ABOUT THIS EXERCISE: Find the word "Order" in the data below and copy each line that holds it.

MATERIAL FOR THIS TASK:
-- Opening Marker --

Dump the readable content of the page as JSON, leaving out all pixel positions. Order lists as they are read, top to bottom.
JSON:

-- Closing Marker --
-- Opening Marker --

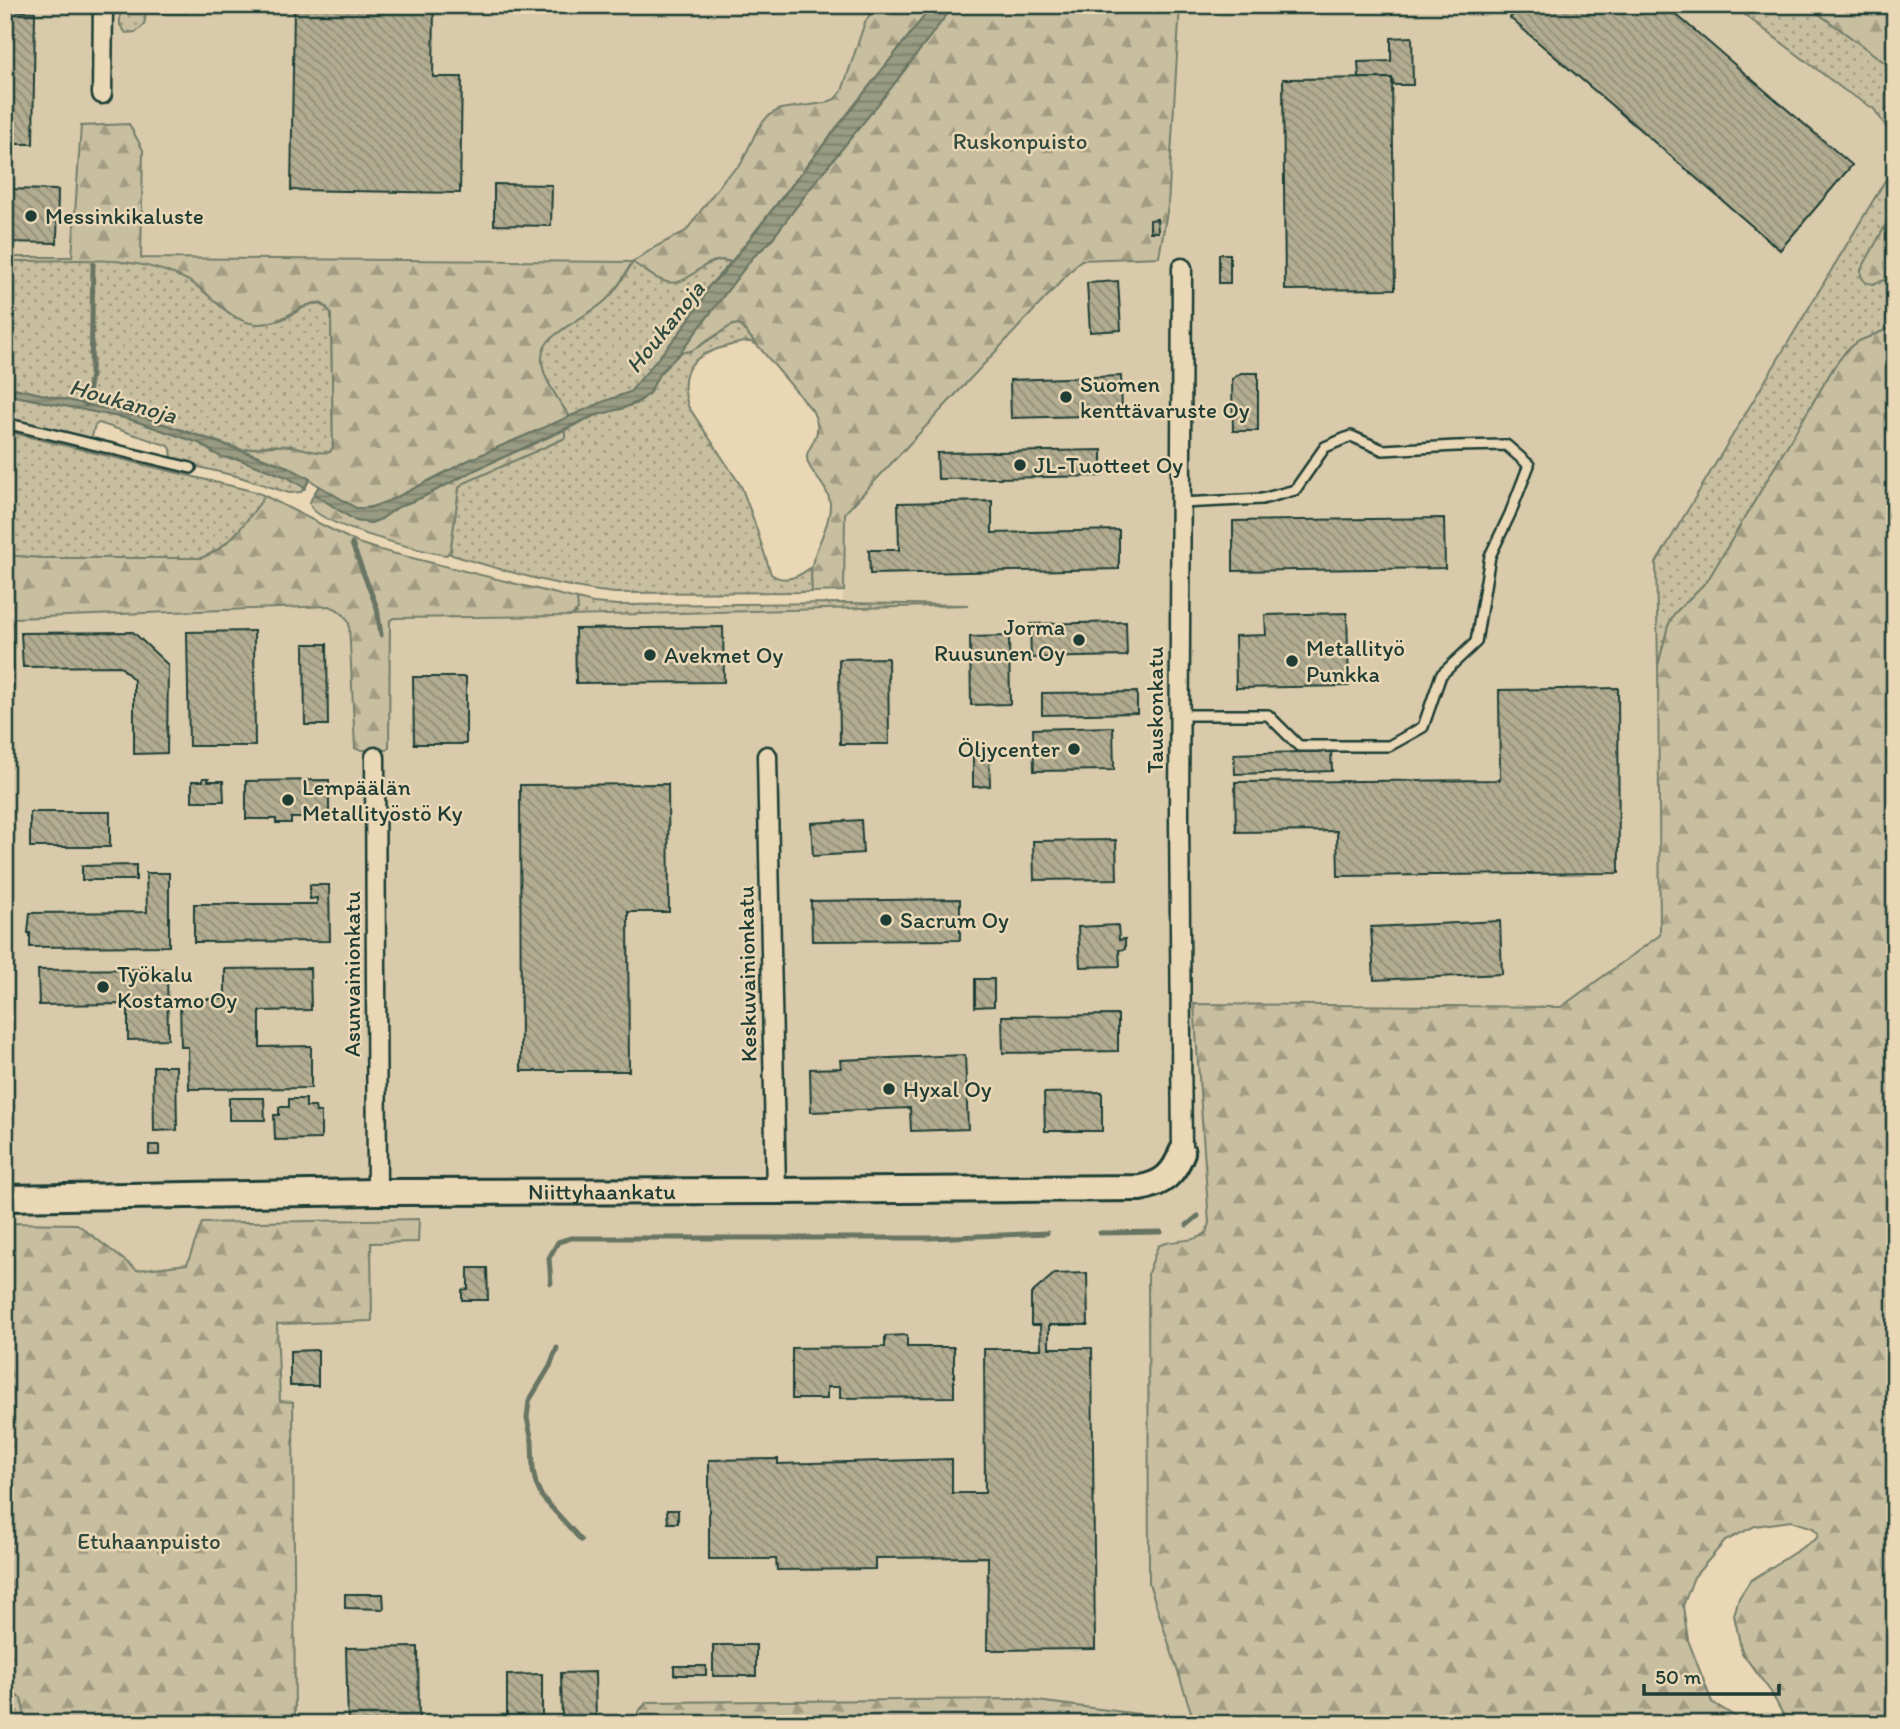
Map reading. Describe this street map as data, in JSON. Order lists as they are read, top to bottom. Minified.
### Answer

-- Closing Marker --
-- Opening Marker --

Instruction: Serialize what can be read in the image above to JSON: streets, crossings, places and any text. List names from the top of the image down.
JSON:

-- Closing Marker --

EXERCISE SOLUTION:
Dump the readable content of the page as JSON, leaving out all pixel positions. Order lists as they are read, top to bottom.
Map reading. Describe this street map as data, in JSON. Order lists as they are read, top to bottom. Minified.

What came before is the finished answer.